In this blog post, we will present the different steps that have led us to a first important result: grouping the contracts referring to the same individual. We will then introduce a web application that allows users to play with the data and experience the grouping procedure in real time. Finally, we will expose the final steps of our project.
In order to group contracts together, we proceed in several steps. We first compare each pair of contracts using a suitable distance and select only the pairs that have a distance lower than a certain threshold. This first procedure links those contracts that are likely to refer to the same master. Based on this distance, we then compute the coherence value for each contract. Finally, the last grouping is done by only considering the contracts having a coherence value belonging to a certain interval.
Having presented the global steps that lead to this grouping method, we will now present in more detail the distance measure we are using, illustrate the importance of the coherence value’s use and finally discuss the different thresholds.
This purpose of this measure is to represent the probability that masters in two contracts are actually the same person (despite the difference in spelling of the names, surnames or even the lack of some information). The lower the distance the more likely the masters are the same person.
For each contract, we have multiple information regarding the master (name, surname, profession, name of the father, geographical origin and the name of the shop he is working in), the guarantor (also name, surname and profession) and finally the starting year of the contract.
In order to compare two contracts, we have divided their information in two groups.
- Information that needs to be the same in both contracts
- Information that helps if they are similar
For example, in two contracts, if the master’s names are identical it is more likely that the masters are the same and if the names are completely different, it is likely that both masters are different persons. In the other case, if the guarantor is the same in both contracts, it is a strong indication that the masters might be the same. However, the fact that the guarantors are different does not imply that the masters are different.

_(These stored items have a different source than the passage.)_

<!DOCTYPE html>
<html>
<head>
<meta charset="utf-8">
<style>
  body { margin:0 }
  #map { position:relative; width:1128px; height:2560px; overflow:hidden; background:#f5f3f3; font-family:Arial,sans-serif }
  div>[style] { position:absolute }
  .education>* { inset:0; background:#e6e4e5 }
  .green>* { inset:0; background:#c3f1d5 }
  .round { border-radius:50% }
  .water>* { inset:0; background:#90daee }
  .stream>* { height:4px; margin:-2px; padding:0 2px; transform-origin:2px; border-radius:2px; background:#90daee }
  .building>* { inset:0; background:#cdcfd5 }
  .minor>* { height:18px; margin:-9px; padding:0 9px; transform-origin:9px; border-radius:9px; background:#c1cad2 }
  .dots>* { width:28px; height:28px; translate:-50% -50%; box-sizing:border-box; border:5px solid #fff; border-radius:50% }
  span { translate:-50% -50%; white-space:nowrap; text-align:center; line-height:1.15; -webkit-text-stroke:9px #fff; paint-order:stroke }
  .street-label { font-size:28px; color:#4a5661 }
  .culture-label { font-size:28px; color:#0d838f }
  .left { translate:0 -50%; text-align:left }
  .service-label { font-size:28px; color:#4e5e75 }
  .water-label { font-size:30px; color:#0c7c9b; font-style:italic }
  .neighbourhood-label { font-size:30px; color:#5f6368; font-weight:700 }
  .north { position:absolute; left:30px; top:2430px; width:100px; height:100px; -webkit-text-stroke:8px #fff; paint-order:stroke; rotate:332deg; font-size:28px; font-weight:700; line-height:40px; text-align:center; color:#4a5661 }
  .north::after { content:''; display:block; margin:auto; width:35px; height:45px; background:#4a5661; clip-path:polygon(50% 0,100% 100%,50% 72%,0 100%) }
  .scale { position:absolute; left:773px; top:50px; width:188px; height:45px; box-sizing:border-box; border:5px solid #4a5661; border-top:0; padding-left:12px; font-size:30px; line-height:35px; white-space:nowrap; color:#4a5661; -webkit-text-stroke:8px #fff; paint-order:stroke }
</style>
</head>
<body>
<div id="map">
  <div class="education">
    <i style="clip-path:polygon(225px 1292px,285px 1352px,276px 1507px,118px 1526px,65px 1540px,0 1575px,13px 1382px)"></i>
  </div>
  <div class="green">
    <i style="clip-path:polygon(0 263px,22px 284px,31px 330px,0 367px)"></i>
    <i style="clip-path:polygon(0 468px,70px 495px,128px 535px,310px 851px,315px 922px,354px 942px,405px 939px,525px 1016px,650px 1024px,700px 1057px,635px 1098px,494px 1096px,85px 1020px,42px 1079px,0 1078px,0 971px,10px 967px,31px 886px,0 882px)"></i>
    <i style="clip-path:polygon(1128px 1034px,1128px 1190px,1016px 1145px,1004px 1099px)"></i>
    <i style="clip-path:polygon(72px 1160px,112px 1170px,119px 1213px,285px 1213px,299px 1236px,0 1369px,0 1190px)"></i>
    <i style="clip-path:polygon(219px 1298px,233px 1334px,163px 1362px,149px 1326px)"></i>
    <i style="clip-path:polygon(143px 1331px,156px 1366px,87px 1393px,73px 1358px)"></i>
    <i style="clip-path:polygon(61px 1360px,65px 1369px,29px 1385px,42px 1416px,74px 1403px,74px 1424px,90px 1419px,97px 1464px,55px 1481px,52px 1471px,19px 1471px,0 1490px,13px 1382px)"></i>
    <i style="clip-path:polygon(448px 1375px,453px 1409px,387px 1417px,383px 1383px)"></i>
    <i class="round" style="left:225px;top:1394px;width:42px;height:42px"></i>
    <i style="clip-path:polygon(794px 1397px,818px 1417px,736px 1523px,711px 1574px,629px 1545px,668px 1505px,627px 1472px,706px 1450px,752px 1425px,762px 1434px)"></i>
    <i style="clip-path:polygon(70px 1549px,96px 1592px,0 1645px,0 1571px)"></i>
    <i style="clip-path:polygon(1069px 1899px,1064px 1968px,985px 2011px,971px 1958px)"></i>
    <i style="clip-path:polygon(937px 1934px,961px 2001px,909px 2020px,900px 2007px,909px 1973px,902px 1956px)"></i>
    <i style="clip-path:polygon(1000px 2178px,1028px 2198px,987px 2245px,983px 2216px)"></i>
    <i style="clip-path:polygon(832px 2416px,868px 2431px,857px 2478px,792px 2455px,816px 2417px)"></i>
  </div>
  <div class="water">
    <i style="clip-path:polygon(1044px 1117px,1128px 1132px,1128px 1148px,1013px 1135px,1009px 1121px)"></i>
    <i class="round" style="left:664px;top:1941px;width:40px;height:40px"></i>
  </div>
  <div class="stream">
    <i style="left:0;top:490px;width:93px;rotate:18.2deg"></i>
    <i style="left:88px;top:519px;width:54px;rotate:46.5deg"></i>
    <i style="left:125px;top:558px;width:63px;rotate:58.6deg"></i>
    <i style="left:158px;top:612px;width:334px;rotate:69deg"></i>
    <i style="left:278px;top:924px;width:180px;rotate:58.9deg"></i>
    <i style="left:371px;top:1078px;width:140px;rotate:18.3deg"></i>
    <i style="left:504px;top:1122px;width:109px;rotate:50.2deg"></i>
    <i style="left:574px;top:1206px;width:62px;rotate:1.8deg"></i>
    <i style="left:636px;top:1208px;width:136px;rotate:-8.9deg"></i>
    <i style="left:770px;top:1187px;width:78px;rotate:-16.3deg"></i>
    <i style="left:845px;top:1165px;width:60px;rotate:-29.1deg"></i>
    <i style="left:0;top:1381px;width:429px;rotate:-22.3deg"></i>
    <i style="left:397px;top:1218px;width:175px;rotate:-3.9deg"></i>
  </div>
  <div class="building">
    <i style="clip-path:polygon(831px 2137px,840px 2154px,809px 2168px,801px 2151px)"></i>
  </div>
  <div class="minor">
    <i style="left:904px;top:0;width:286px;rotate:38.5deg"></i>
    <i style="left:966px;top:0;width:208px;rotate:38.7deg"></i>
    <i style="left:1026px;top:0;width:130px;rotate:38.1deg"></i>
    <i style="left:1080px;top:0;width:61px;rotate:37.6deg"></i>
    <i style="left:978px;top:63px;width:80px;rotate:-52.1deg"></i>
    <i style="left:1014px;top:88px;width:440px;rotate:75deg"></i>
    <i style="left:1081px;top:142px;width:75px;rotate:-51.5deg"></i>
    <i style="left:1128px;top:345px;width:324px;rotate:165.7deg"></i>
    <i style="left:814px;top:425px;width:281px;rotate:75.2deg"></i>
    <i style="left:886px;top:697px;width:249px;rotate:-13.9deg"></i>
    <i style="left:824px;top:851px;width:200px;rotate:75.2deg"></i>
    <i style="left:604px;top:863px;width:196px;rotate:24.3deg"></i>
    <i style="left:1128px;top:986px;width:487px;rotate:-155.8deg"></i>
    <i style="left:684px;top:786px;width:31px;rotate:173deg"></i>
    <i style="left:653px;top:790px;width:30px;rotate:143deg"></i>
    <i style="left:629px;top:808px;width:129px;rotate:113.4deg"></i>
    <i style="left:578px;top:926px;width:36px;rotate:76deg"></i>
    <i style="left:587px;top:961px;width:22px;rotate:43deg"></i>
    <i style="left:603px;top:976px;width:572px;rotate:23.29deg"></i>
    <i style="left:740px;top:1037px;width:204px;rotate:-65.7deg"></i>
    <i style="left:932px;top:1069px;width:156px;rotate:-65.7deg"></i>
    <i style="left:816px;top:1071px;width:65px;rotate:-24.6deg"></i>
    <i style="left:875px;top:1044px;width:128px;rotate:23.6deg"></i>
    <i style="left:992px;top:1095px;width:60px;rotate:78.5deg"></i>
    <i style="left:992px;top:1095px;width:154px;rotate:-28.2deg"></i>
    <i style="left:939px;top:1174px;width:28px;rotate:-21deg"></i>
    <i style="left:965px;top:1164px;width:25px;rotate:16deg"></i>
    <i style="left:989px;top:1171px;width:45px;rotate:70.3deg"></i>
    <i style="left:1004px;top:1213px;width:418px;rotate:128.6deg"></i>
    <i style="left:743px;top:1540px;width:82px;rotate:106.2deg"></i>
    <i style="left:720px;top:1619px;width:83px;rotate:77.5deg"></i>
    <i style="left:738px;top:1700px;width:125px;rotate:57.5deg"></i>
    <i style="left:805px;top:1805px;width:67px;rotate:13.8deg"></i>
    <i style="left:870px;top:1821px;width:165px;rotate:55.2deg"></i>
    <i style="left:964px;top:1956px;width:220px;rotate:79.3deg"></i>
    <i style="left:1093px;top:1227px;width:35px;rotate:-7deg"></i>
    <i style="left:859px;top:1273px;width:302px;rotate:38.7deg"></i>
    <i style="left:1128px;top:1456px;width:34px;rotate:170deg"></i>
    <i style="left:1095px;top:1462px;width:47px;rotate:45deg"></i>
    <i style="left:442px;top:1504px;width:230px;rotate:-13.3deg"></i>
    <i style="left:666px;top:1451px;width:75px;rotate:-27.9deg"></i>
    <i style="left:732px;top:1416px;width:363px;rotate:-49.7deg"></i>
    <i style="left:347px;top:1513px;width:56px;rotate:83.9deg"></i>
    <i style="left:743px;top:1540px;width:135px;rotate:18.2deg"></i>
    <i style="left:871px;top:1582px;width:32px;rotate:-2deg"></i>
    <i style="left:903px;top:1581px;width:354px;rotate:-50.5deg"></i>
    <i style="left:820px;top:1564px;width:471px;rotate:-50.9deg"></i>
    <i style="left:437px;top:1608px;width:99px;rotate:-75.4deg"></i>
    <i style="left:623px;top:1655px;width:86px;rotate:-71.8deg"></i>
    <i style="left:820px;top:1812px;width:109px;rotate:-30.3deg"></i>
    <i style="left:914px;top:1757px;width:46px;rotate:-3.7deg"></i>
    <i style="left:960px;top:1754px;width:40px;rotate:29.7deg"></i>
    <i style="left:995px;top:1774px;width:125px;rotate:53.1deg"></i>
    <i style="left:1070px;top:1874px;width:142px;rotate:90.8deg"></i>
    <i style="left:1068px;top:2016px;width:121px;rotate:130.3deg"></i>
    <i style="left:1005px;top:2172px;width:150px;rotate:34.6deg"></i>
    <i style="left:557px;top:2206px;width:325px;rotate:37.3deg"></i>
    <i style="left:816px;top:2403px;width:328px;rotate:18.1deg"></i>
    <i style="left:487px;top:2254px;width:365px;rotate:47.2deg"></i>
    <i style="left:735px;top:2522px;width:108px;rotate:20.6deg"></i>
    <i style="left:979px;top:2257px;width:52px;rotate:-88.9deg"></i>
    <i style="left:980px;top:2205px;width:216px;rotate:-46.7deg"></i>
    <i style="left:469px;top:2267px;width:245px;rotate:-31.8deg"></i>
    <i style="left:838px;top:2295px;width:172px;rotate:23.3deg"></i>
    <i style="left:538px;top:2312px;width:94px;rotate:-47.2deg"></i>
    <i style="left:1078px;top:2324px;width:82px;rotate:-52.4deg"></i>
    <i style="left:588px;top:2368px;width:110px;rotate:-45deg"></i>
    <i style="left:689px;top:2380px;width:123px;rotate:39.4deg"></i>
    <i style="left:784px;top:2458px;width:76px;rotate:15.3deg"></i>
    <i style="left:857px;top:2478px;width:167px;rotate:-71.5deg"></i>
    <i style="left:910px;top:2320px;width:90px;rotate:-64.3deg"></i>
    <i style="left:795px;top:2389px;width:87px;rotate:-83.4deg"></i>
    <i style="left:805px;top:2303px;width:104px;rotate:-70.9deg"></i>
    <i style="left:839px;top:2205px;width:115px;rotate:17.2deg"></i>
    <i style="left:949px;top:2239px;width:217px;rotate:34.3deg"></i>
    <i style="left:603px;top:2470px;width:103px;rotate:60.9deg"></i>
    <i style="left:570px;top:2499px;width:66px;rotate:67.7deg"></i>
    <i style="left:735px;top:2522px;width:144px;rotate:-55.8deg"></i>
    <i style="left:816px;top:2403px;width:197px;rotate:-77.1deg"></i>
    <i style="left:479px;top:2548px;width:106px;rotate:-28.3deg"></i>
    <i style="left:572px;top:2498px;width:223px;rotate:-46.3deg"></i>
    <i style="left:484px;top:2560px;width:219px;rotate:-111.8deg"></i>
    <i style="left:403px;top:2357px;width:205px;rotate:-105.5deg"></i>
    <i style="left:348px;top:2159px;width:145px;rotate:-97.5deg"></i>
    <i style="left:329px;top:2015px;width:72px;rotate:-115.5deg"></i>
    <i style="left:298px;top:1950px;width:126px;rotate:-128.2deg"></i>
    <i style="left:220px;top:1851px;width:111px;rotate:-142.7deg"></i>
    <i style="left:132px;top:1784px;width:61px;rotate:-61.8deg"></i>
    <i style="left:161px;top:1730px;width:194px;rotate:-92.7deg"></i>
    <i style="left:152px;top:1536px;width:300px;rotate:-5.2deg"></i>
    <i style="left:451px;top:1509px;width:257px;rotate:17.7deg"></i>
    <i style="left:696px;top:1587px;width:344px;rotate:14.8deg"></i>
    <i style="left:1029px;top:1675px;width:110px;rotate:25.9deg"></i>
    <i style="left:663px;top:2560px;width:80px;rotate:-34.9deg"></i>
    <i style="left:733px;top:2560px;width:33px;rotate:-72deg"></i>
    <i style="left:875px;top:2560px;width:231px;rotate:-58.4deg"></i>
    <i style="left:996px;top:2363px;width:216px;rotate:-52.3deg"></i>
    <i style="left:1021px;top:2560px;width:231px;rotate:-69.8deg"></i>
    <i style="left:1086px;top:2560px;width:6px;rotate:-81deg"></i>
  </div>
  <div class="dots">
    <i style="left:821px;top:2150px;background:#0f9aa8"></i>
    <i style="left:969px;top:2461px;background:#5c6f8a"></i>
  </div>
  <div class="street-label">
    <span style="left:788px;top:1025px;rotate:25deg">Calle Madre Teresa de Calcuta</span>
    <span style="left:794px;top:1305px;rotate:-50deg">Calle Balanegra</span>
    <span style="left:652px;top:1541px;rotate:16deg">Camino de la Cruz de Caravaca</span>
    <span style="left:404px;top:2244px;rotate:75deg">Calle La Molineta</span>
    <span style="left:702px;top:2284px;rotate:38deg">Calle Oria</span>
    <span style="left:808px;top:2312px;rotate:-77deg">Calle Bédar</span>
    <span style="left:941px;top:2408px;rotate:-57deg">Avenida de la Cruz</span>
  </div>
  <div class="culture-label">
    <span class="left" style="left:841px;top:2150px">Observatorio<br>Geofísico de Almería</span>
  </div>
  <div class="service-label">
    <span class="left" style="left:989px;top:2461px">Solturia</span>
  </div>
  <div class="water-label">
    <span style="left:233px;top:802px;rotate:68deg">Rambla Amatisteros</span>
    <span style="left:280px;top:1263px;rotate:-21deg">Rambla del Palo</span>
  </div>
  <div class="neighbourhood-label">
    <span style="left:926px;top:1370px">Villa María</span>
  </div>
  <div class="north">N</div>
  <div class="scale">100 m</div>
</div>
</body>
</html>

The information of type 1 is penalizing the distance (adding positive value to the distance) and the information of type 2 is favoring the distance (removing positive value from the distance), which gives us negative distances in certain cases. Negative distances represent close to perfect match for the information of type 1 and also good match for the information of type 2.
We combined all these “atomic” distances using different weights that where chosen in an empirical way. After several tests, we have concluded that the threshold of 0.15 was the best choice. We are currently investigating a method that would allow us to estimate this parameter by performing a discriminant analysis on the projections of the distances on a multiple dimensional plane.
As explained in the previous blog post, the coherence measure represents the connectivity of the subgraphs. To have a better understanding of this concept, we will present different examples.
A coherence value of 1 implies that the contract belongs to a complete subgraph (see Figure 1). The lower the coherence measure, the less connected the subgraph is. In Figure 2 the highlighted contract has a coherence value of 0.8 due to the fact that it is the connecting node between two subgraphs. In Figure 3, the coherence value drops to 0.3 since the connectivity of the left (yellow) subgraph is high. The best empirical interval for the coherence measure has been found to be between 0.9 and 1. Note that a coherence value of -1 represents the fact that all contracts are at a distance greater than the threshold.
Shiny Web Application
The web application shiny is a good way for the visualization and the comprehension of this grouping procedure. It shows the connectivity between the different contracts depending on the threshold distance (slider « Maximal Distance ») and the coherence interval (slider « Coherence Range »). If two nodes are connected by a vertex, it implies that the grouping procedure supposes that the two corresponding masters are actually the same individual.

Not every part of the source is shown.